Dataset records

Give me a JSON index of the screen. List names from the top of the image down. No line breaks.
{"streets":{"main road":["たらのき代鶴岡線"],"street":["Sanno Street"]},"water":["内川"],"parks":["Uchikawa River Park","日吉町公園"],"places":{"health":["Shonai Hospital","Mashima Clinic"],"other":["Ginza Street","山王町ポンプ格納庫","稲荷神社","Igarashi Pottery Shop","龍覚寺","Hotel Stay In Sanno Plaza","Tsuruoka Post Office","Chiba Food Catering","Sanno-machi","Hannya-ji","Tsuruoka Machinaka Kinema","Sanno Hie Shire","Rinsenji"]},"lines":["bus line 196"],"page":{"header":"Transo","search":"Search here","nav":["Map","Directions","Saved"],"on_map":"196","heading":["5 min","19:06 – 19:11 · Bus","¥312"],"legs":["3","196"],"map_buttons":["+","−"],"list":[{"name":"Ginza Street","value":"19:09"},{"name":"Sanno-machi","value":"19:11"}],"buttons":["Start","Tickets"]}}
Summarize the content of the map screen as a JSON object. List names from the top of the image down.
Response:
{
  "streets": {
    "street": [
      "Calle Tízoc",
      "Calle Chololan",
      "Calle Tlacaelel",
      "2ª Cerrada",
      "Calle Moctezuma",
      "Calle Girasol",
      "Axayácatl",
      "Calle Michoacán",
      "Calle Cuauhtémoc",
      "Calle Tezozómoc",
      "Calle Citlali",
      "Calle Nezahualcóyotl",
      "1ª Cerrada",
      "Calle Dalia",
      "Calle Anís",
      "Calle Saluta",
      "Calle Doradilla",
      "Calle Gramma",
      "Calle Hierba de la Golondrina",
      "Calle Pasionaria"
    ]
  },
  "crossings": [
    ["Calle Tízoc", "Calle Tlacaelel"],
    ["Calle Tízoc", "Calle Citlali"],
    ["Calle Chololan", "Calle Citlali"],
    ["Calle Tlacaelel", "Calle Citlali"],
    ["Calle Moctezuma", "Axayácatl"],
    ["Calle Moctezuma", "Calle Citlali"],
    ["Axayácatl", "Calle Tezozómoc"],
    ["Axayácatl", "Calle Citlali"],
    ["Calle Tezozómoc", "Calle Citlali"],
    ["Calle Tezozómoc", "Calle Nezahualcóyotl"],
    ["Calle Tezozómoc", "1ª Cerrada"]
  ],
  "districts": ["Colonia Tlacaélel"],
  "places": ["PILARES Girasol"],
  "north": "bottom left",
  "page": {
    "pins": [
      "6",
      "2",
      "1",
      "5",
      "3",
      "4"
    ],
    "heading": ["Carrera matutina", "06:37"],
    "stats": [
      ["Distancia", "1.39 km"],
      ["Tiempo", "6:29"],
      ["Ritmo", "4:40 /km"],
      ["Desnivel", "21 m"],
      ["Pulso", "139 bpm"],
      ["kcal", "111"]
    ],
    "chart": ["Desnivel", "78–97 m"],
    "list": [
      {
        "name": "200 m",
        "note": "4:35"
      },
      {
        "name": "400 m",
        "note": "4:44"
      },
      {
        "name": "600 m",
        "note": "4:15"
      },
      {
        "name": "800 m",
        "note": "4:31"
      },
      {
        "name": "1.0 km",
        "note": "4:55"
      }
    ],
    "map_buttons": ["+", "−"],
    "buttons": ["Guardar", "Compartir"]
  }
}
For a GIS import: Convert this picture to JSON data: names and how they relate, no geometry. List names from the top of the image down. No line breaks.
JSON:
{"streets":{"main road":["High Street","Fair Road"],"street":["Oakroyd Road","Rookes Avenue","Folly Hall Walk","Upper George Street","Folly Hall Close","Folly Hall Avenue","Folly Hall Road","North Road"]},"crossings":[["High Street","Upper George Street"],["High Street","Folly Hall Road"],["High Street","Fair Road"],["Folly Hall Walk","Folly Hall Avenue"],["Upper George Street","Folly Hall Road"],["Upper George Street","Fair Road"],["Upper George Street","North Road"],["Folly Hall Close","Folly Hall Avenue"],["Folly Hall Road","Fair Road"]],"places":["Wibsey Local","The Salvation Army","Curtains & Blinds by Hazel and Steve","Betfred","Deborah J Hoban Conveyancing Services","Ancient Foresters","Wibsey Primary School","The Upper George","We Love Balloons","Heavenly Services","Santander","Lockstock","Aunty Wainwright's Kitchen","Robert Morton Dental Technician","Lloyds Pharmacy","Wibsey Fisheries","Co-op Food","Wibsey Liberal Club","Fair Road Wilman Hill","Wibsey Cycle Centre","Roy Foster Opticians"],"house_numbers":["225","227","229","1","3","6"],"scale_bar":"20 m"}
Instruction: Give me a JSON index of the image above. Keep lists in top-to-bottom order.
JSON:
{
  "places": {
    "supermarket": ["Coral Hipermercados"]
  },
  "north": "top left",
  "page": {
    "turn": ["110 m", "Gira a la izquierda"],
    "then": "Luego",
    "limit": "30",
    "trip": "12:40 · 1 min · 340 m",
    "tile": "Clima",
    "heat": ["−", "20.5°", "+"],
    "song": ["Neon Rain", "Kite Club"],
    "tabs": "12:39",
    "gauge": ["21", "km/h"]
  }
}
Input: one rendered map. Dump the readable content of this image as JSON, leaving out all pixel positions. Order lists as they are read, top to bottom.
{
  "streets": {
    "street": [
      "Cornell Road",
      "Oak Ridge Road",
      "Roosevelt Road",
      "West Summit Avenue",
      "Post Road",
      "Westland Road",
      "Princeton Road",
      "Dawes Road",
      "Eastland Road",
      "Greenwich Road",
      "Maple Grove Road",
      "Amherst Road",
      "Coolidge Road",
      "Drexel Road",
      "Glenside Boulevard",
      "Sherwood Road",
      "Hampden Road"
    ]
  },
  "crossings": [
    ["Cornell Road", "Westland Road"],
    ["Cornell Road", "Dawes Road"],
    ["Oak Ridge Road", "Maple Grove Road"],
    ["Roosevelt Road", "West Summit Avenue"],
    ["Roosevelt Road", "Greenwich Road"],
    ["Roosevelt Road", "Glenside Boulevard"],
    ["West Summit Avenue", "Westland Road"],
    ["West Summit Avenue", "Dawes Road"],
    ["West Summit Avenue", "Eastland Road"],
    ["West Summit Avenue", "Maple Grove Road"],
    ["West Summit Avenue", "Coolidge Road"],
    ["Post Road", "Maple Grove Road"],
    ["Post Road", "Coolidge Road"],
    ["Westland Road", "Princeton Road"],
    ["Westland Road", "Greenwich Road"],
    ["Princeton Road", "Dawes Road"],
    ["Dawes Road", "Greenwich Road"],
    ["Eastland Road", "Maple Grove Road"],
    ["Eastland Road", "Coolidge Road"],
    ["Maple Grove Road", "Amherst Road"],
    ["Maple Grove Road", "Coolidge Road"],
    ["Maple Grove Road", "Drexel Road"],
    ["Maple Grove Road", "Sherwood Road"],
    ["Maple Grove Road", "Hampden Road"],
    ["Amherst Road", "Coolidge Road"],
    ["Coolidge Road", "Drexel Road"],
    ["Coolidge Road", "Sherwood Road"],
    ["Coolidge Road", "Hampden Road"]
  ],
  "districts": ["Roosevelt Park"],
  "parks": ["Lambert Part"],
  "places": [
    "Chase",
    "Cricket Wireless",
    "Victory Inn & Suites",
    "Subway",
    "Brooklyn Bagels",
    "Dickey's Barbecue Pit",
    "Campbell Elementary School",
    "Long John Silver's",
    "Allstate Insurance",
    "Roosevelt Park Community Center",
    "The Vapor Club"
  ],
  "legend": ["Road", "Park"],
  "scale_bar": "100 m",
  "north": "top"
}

* What to produce
All the lines above must appear again in the answer, word for word.

* Answer space
Give me a JSON index of the screen. List names from the top of the image down. No line breaks.
{"streets":{"main road":["たらのき代鶴岡線"],"street":["Sanno Street"]},"water":["内川"],"parks":["Uchikawa River Park","日吉町公園"],"places":{"health":["Shonai Hospital","Mashima Clinic"],"other":["Ginza Street","山王町ポンプ格納庫","稲荷神社","Igarashi Pottery Shop","龍覚寺","Hotel Stay In Sanno Plaza","Tsuruoka Post Office","Chiba Food Catering","Sanno-machi","Hannya-ji","Tsuruoka Machinaka Kinema","Sanno Hie Shire","Rinsenji"]},"lines":["bus line 196"],"page":{"header":"Transo","search":"Search here","nav":["Map","Directions","Saved"],"on_map":"196","heading":["5 min","19:06 – 19:11 · Bus","¥312"],"legs":["3","196"],"map_buttons":["+","−"],"list":[{"name":"Ginza Street","value":"19:09"},{"name":"Sanno-machi","value":"19:11"}],"buttons":["Start","Tickets"]}}
Summarize the content of the map screen as a JSON object. List names from the top of the image down.
Response:
{
  "streets": {
    "street": [
      "Calle Tízoc",
      "Calle Chololan",
      "Calle Tlacaelel",
      "2ª Cerrada",
      "Calle Moctezuma",
      "Calle Girasol",
      "Axayácatl",
      "Calle Michoacán",
      "Calle Cuauhtémoc",
      "Calle Tezozómoc",
      "Calle Citlali",
      "Calle Nezahualcóyotl",
      "1ª Cerrada",
      "Calle Dalia",
      "Calle Anís",
      "Calle Saluta",
      "Calle Doradilla",
      "Calle Gramma",
      "Calle Hierba de la Golondrina",
      "Calle Pasionaria"
    ]
  },
  "crossings": [
    ["Calle Tízoc", "Calle Tlacaelel"],
    ["Calle Tízoc", "Calle Citlali"],
    ["Calle Chololan", "Calle Citlali"],
    ["Calle Tlacaelel", "Calle Citlali"],
    ["Calle Moctezuma", "Axayácatl"],
    ["Calle Moctezuma", "Calle Citlali"],
    ["Axayácatl", "Calle Tezozómoc"],
    ["Axayácatl", "Calle Citlali"],
    ["Calle Tezozómoc", "Calle Citlali"],
    ["Calle Tezozómoc", "Calle Nezahualcóyotl"],
    ["Calle Tezozómoc", "1ª Cerrada"]
  ],
  "districts": ["Colonia Tlacaélel"],
  "places": ["PILARES Girasol"],
  "north": "bottom left",
  "page": {
    "pins": [
      "6",
      "2",
      "1",
      "5",
      "3",
      "4"
    ],
    "heading": ["Carrera matutina", "06:37"],
    "stats": [
      ["Distancia", "1.39 km"],
      ["Tiempo", "6:29"],
      ["Ritmo", "4:40 /km"],
      ["Desnivel", "21 m"],
      ["Pulso", "139 bpm"],
      ["kcal", "111"]
    ],
    "chart": ["Desnivel", "78–97 m"],
    "list": [
      {
        "name": "200 m",
        "note": "4:35"
      },
      {
        "name": "400 m",
        "note": "4:44"
      },
      {
        "name": "600 m",
        "note": "4:15"
      },
      {
        "name": "800 m",
        "note": "4:31"
      },
      {
        "name": "1.0 km",
        "note": "4:55"
      }
    ],
    "map_buttons": ["+", "−"],
    "buttons": ["Guardar", "Compartir"]
  }
}
For a GIS import: Convert this picture to JSON data: names and how they relate, no geometry. List names from the top of the image down. No line breaks.
JSON:
{"streets":{"main road":["High Street","Fair Road"],"street":["Oakroyd Road","Rookes Avenue","Folly Hall Walk","Upper George Street","Folly Hall Close","Folly Hall Avenue","Folly Hall Road","North Road"]},"crossings":[["High Street","Upper George Street"],["High Street","Folly Hall Road"],["High Street","Fair Road"],["Folly Hall Walk","Folly Hall Avenue"],["Upper George Street","Folly Hall Road"],["Upper George Street","Fair Road"],["Upper George Street","North Road"],["Folly Hall Close","Folly Hall Avenue"],["Folly Hall Road","Fair Road"]],"places":["Wibsey Local","The Salvation Army","Curtains & Blinds by Hazel and Steve","Betfred","Deborah J Hoban Conveyancing Services","Ancient Foresters","Wibsey Primary School","The Upper George","We Love Balloons","Heavenly Services","Santander","Lockstock","Aunty Wainwright's Kitchen","Robert Morton Dental Technician","Lloyds Pharmacy","Wibsey Fisheries","Co-op Food","Wibsey Liberal Club","Fair Road Wilman Hill","Wibsey Cycle Centre","Roy Foster Opticians"],"house_numbers":["225","227","229","1","3","6"],"scale_bar":"20 m"}
Instruction: Give me a JSON index of the image above. Keep lists in top-to-bottom order.
JSON:
{
  "places": {
    "supermarket": ["Coral Hipermercados"]
  },
  "north": "top left",
  "page": {
    "turn": ["110 m", "Gira a la izquierda"],
    "then": "Luego",
    "limit": "30",
    "trip": "12:40 · 1 min · 340 m",
    "tile": "Clima",
    "heat": ["−", "20.5°", "+"],
    "song": ["Neon Rain", "Kite Club"],
    "tabs": "12:39",
    "gauge": ["21", "km/h"]
  }
}
Input: one rendered map. Dump the readable content of this image as JSON, leaving out all pixel positions. Order lists as they are read, top to bottom.
{
  "streets": {
    "street": [
      "Cornell Road",
      "Oak Ridge Road",
      "Roosevelt Road",
      "West Summit Avenue",
      "Post Road",
      "Westland Road",
      "Princeton Road",
      "Dawes Road",
      "Eastland Road",
      "Greenwich Road",
      "Maple Grove Road",
      "Amherst Road",
      "Coolidge Road",
      "Drexel Road",
      "Glenside Boulevard",
      "Sherwood Road",
      "Hampden Road"
    ]
  },
  "crossings": [
    ["Cornell Road", "Westland Road"],
    ["Cornell Road", "Dawes Road"],
    ["Oak Ridge Road", "Maple Grove Road"],
    ["Roosevelt Road", "West Summit Avenue"],
    ["Roosevelt Road", "Greenwich Road"],
    ["Roosevelt Road", "Glenside Boulevard"],
    ["West Summit Avenue", "Westland Road"],
    ["West Summit Avenue", "Dawes Road"],
    ["West Summit Avenue", "Eastland Road"],
    ["West Summit Avenue", "Maple Grove Road"],
    ["West Summit Avenue", "Coolidge Road"],
    ["Post Road", "Maple Grove Road"],
    ["Post Road", "Coolidge Road"],
    ["Westland Road", "Princeton Road"],
    ["Westland Road", "Greenwich Road"],
    ["Princeton Road", "Dawes Road"],
    ["Dawes Road", "Greenwich Road"],
    ["Eastland Road", "Maple Grove Road"],
    ["Eastland Road", "Coolidge Road"],
    ["Maple Grove Road", "Amherst Road"],
    ["Maple Grove Road", "Coolidge Road"],
    ["Maple Grove Road", "Drexel Road"],
    ["Maple Grove Road", "Sherwood Road"],
    ["Maple Grove Road", "Hampden Road"],
    ["Amherst Road", "Coolidge Road"],
    ["Coolidge Road", "Drexel Road"],
    ["Coolidge Road", "Sherwood Road"],
    ["Coolidge Road", "Hampden Road"]
  ],
  "districts": ["Roosevelt Park"],
  "parks": ["Lambert Part"],
  "places": [
    "Chase",
    "Cricket Wireless",
    "Victory Inn & Suites",
    "Subway",
    "Brooklyn Bagels",
    "Dickey's Barbecue Pit",
    "Campbell Elementary School",
    "Long John Silver's",
    "Allstate Insurance",
    "Roosevelt Park Community Center",
    "The Vapor Club"
  ],
  "legend": ["Road", "Park"],
  "scale_bar": "100 m",
  "north": "top"
}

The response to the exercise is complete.